Les deux chercheurs ont repris les raisonnements déjà avancés il y a plusieurs années par Arvind Borde, Alan H. Guth et Alexander Vilenkin, inspirés par ceux de Penrose et Hawking, qui montraient que même la fameuse théorie de l’inflation qui était aussi censée permettre d’éviter une singularité initiale et d’éviter de se poser des questions sur le concept de début de l’Univers, ne pouvait en fait pas faire l’économie de ces deux idées.

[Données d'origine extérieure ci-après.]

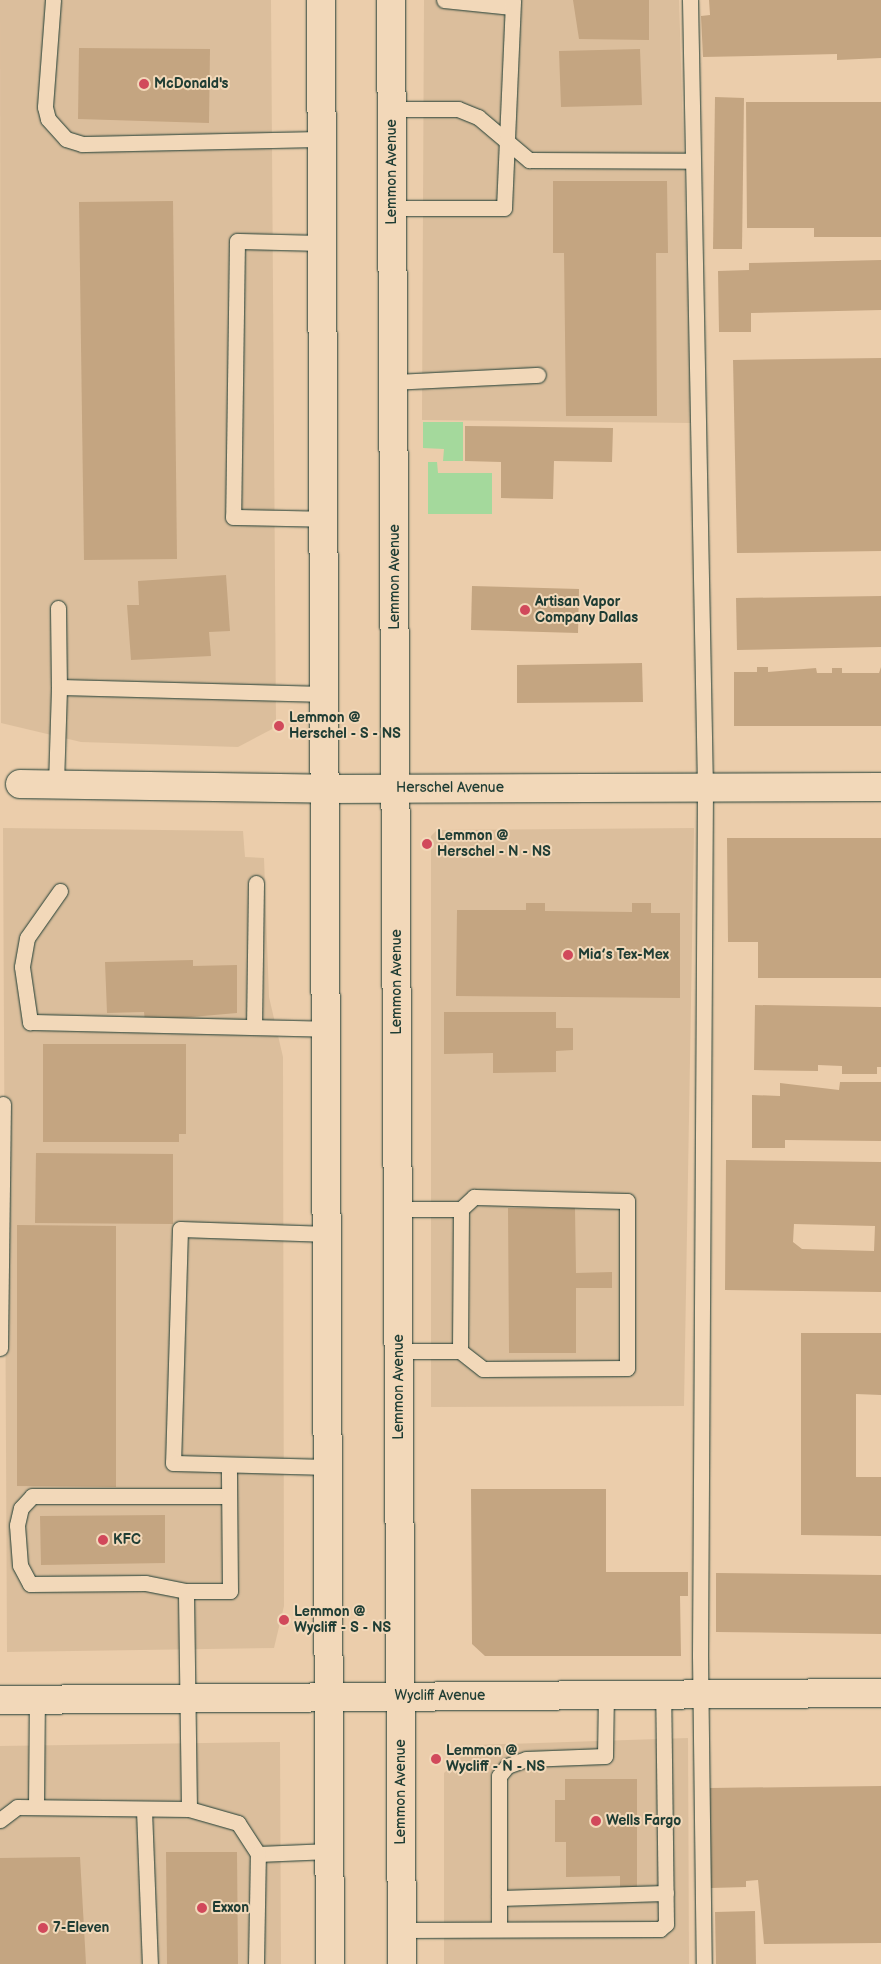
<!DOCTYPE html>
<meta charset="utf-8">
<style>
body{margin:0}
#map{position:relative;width:881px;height:1964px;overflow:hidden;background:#ebcdab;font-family:"Balsamiq Sans",sans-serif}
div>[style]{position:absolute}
.built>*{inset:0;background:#dbbe9c}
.green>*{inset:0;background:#a4d99c}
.building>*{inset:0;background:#c4a581}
.roads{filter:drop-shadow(0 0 1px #1f3d34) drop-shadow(0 0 1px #1f3d34)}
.service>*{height:15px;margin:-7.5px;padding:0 7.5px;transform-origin:7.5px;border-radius:7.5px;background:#f2d8b9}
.minor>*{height:28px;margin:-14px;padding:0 14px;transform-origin:14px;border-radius:14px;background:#f2d8b9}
.secondary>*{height:28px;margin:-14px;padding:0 14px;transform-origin:14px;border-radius:14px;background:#f2d8b9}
.dots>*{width:14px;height:14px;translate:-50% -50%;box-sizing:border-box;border:2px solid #f2d8b9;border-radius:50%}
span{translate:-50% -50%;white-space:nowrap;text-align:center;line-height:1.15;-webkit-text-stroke:4px #f2d8b9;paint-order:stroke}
.poi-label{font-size:14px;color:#1f3d34;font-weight:700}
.left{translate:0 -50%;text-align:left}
.street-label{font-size:14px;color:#1f3d34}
</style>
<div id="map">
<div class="built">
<div style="clip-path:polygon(0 0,271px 0,276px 727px,238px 747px,81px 742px,1px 723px)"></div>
<div style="clip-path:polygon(424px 0,679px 0,692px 423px,422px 420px)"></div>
<div style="clip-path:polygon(3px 828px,243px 831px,245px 857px,264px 858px,269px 997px,283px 1057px,284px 1606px,274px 1648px,7px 1652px)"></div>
<div style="clip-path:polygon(694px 828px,684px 1406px,431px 1407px,431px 836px,437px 830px)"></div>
<div style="clip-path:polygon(688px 1738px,689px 1964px,444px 1964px,444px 1773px,474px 1745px)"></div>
<div style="clip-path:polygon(280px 1742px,281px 1964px,0 1964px,0 1746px)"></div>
</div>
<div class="green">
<div style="clip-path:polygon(423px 422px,463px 422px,463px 461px,443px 461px,444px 449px,423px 448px)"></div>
<div style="clip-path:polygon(428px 462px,437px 462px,438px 473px,492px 473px,492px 514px,428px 514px)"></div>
</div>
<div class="building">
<div style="clip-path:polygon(573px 0,649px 0,649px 40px,579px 39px)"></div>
<div style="clip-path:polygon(709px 0,881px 0,881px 58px,837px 60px,837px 54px,703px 57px,701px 16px,710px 15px)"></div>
<div style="clip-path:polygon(79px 48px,210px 49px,209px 123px,78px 119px)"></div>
<div style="clip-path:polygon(640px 49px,642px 105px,561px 107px,559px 51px)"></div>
<div style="clip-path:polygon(715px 97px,744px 98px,742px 249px,713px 249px)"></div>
<div style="clip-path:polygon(746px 102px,881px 102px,881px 237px,814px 237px,814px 228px,747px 228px)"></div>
<div style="clip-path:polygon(553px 181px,667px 181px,668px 253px,656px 253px,657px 416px,566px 416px,564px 253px,553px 253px)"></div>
<div style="clip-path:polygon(173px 201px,177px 559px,84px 560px,79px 202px)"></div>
<div style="clip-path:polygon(881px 260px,881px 310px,751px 313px,751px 332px,719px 332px,718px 271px,749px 270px,749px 263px)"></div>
<div style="clip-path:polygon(881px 358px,881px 551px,737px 553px,733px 360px)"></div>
<div style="clip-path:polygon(465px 426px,613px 428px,612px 462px,554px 461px,553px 499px,501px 498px,501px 462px,465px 461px)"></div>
<div style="clip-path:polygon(226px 575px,230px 631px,209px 632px,211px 656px,131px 660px,127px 605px,139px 605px,138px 581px)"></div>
<div style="clip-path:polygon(472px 586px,579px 589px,578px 633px,471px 630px)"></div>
<div style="clip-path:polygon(881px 596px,881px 647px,737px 650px,736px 598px)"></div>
<div style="clip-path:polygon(642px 663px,643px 702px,517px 703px,517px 665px)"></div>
<div style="clip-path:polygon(757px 667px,768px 667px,768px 672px,816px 668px,817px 673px,832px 673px,832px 668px,842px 668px,842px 673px,879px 673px,881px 667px,881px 726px,734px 726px,734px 672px,757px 672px)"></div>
<div style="clip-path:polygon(727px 838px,881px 838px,881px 978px,758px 978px,758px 942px,728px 942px)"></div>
<div style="clip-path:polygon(526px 903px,545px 903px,545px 911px,632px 912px,632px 903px,651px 903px,651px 913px,680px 913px,680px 998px,456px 996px,457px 910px,526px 910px)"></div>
<div style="clip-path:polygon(193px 960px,193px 966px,237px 965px,237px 1013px,145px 1021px,144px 1012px,107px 1013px,105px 962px)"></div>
<div style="clip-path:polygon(755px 1005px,881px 1007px,881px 1067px,877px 1067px,877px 1074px,842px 1074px,842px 1066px,818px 1065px,818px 1071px,754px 1070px)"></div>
<div style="clip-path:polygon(444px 1012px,556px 1012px,556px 1028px,573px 1028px,573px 1050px,556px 1051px,556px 1072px,493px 1073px,493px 1053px,444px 1054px)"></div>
<div style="clip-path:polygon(43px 1044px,186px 1044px,186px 1134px,179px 1134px,179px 1142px,43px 1142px)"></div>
<div style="clip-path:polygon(840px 1082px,881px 1082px,881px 1141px,785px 1140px,785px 1148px,752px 1148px,752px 1095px,780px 1096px,780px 1083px,839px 1090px)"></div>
<div style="clip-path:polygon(36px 1153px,173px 1154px,173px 1224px,35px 1223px)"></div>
<div style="clip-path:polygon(evenodd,726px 1160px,881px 1162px,881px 1292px,725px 1290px,726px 1160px,794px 1224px,875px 1226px,874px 1251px,802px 1249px,793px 1242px,794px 1224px)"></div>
<div style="clip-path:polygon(508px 1208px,575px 1208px,576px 1273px,612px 1272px,612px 1288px,576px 1288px,576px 1353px,509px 1353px)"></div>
<div style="clip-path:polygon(17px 1225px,116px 1226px,116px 1487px,17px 1486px)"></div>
<div style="clip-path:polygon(801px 1333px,881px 1333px,881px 1395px,856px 1394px,856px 1477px,881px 1477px,881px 1536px,801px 1535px)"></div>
<div style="clip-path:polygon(471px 1489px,606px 1489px,606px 1572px,688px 1572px,688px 1596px,680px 1596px,681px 1656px,485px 1656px,472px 1644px)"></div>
<div style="clip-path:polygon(165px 1515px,165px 1563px,41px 1565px,40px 1516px)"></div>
<div style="clip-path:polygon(716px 1573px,881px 1575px,881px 1634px,716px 1632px)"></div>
<div style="clip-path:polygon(565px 1779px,637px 1779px,637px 1890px,620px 1890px,620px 1876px,566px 1877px,566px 1842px,555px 1842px,555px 1800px,565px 1800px)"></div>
<div style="clip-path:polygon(881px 1786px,881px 1943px,764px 1944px,758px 1880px,746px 1881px,746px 1887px,711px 1888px,710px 1788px)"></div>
<div style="clip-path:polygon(166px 1852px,237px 1852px,238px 1964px,167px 1964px)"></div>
<div style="clip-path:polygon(80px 1857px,86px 1964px,0 1964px,0 1858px)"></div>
<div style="clip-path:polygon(755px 1911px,756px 1964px,716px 1964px,715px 1912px)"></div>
</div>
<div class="roads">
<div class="service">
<div style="left:53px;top:0;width:107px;rotate:94.3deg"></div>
<div style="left:45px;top:107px;width:12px;rotate:76deg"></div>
<div style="left:48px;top:119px;width:27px;rotate:48deg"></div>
<div style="left:66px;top:139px;width:17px;rotate:17deg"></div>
<div style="left:82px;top:144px;width:241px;rotate:-1.2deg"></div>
<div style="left:444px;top:0;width:68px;rotate:5.9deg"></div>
<div style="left:690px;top:0;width:787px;rotate:88.91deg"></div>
<div style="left:705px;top:787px;width:869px;rotate:90.33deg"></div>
<div style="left:700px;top:1656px;width:308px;rotate:89.3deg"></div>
<div style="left:392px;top:109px;width:66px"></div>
<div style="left:458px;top:109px;width:22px;rotate:22deg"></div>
<div style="left:478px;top:117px;width:67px;rotate:40.1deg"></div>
<div style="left:529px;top:160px;width:164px;rotate:0.3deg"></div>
<div style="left:392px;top:208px;width:112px"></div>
<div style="left:504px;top:208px;width:208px;rotate:-87.5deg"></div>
<div style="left:324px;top:243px;width:87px;rotate:-178.7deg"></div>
<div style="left:237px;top:241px;width:276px;rotate:90.8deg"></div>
<div style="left:233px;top:517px;width:93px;rotate:1.2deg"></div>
<div style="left:393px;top:382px;width:145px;rotate:-2.8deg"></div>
<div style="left:58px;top:608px;width:79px;rotate:89.3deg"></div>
<div style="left:56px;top:784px;width:97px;rotate:-88.2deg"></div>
<div style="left:59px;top:687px;width:268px;rotate:1.5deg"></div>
<div style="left:60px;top:891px;width:57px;rotate:125.1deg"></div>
<div style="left:27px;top:938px;width:29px;rotate:100deg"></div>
<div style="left:22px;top:967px;width:56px;rotate:81.7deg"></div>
<div style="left:30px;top:1022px;width:299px;rotate:1.3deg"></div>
<div style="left:254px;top:1027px;width:144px;rotate:-89.2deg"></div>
<div style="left:399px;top:1209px;width:62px"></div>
<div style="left:329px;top:1234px;width:149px;rotate:-178.1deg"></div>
<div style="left:180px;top:1229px;width:234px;rotate:91.7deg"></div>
<div style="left:173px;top:1463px;width:157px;rotate:1.5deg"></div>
<div style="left:0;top:1348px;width:244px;rotate:-89.3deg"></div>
<div style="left:400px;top:1351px;width:60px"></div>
<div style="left:460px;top:1351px;width:142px;rotate:-89.6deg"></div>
<div style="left:461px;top:1209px;width:18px;rotate:-43deg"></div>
<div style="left:474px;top:1197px;width:153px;rotate:1.5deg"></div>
<div style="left:627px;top:1201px;width:167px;rotate:90deg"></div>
<div style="left:627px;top:1368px;width:144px;rotate:179.6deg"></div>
<div style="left:483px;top:1369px;width:29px;rotate:-142deg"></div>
<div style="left:186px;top:1591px;width:42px;rotate:-169deg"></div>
<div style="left:145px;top:1583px;width:115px;rotate:179.5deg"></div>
<div style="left:30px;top:1584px;width:21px;rotate:-118deg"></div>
<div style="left:20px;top:1565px;width:40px;rotate:-94.3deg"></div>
<div style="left:17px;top:1525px;width:17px;rotate:-77deg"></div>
<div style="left:21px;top:1508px;width:16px;rotate:-47deg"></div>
<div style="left:32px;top:1496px;width:197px"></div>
<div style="left:36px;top:1806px;width:107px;rotate:-89.5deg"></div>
<div style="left:189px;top:1809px;width:218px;rotate:-90.8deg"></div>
<div style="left:186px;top:1591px;width:44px"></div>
<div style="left:230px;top:1591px;width:126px;rotate:-90.5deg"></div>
<div style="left:144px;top:1810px;width:154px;rotate:87.8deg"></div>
<div style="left:0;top:1820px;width:21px;rotate:-37deg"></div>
<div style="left:17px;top:1807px;width:172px;rotate:0.7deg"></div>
<div style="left:189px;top:1809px;width:51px;rotate:15.9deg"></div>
<div style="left:238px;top:1823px;width:37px;rotate:57deg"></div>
<div style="left:258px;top:1854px;width:72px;rotate:-2.4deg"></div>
<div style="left:499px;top:1898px;width:167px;rotate:-1.7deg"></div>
<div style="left:499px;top:1929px;width:153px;rotate:-90deg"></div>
<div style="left:499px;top:1776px;width:13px;rotate:-51deg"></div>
<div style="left:507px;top:1766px;width:20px;rotate:-20deg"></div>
<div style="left:526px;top:1759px;width:79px;rotate:-2.2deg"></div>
<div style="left:605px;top:1756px;width:61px;rotate:-89.1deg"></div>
<div style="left:401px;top:1930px;width:259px;rotate:-0.2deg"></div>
<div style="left:660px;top:1929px;width:8px;rotate:-40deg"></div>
<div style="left:666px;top:1924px;width:230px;rotate:-90.7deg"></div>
<div style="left:256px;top:1964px;width:110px;rotate:-89deg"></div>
</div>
<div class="minor">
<div style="left:20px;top:784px;width:308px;rotate:0.9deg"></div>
<div style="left:328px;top:789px;width:553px;rotate:-0.21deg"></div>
</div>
<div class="secondary">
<div style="left:321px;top:0;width:1964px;rotate:89.74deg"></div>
<div style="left:391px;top:0;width:1964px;rotate:89.68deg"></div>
<div style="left:0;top:1700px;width:881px;rotate:-0.46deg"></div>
</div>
</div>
<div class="dots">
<div style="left:144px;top:84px;background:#d1495b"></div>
<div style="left:525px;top:610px;background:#d1495b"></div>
<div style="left:279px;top:726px;background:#d1495b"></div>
<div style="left:427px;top:844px;background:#d1495b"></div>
<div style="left:568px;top:955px;background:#d1495b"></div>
<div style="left:103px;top:1540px;background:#d1495b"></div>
<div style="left:284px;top:1620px;background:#d1495b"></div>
<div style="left:436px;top:1759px;background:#d1495b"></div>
<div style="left:596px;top:1821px;background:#d1495b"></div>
<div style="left:202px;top:1908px;background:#d1495b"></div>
<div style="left:43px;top:1928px;background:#d1495b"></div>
</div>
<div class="poi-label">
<span class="left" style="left:154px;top:84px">McDonald's</span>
<span class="left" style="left:535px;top:610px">Artisan Vapor<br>Company Dallas</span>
<span class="left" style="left:289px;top:726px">Lemmon @<br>Herschel - S - NS</span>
<span class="left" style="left:437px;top:844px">Lemmon @<br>Herschel - N - NS</span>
<span class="left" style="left:578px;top:955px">Mia’s Tex-Mex</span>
<span class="left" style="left:113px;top:1540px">KFC</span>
<span class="left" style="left:294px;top:1620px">Lemmon @<br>Wycliff - S - NS</span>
<span class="left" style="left:446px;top:1759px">Lemmon @<br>Wycliff - N - NS</span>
<span class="left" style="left:606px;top:1821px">Wells Fargo</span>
<span class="left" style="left:212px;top:1908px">Exxon</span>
<span class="left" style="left:53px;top:1928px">7-Eleven</span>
</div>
<div class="street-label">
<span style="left:392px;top:172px;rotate:-90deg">Lemmon Avenue</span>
<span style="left:395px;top:577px;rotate:-90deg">Lemmon Avenue</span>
<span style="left:450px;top:788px">Herschel Avenue</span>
<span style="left:397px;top:982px;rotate:-90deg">Lemmon Avenue</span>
<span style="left:399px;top:1387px;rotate:-90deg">Lemmon Avenue</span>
<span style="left:440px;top:1696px">Wycliff Avenue</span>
<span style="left:401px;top:1792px;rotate:-90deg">Lemmon Avenue</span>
</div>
</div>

Techniquement, il s’agit de la démonstration d’un théorème portant sur ce que l’on appelle la complétude des géodésiques d’un espace-temps. Ces géodésiques sont les trajectoires que doivent prendre des rayons lumineux et des particules de matière sous l’effet seul de la courbure de l’espace-temps. William Kinney et Nina K. Stein, tout comme Arvind Borde, Alan H. Guth et Alexander Vilenkin sont arrivés à la conclusion que des géodésiques dans la cosmologie de Ijjas et Steinhardt ne pouvaient pas être paramétrisées par une variable pouvant atteindre l’infini, ce qui montrait dans le jargon de la géométrie différentielle que ces géodésiques sont incomplètes dans le passé.

C’est pourquoi dans un communiqué de l’université de Buffalo, Kinney explique que : « Les gens ont proposé des univers rebondissants pour rendre l’Univers infini dans le passé, mais ce que nous montrons, c’est que l’un des types les plus récents de ces modèles ne fonctionne pas. Dans ce nouveau type de modèle, qui traite des problèmes d’entropie, même si l’univers a des cycles, il doit encore avoir un début. »

Tout en précisant que : « Malheureusement, on sait depuis près de 100 ans que ces modèles cycliques ne fonctionnent pas car le désordre, ou l’entropie, s’accumule dans l’Univers au fil du temps, de sorte que chaque cycle est différent du précédent. Ce n’est pas vraiment cyclique. Un modèle cyclique récent contourne ce problème d’accumulation d’entropie en proposant que l’Univers se dilate à chaque cycle, diluant l’entropie. Vous étirez tout pour vous débarrasser des structures cosmiques telles que les trous noirs, qui ramènent l’Univers à son état homogène d’origine avant qu’un autre rebond ne commence.

Mais, pour faire court, nous avons montré qu’en résolvant le problème de l’entropie, vous créez une situation où l’Univers devait avoir un commencement. Notre preuve montre en général que tout modèle cyclique qui supprime l’entropie par expansion doit avoir un début. »

Kinney concède cependant : « Notre preuve ne s’applique pas à un modèle cyclique proposé par Roger Penrose, dans lequel l’Univers se dilate à l’infini à chaque cycle. Nous travaillons sur cette question. »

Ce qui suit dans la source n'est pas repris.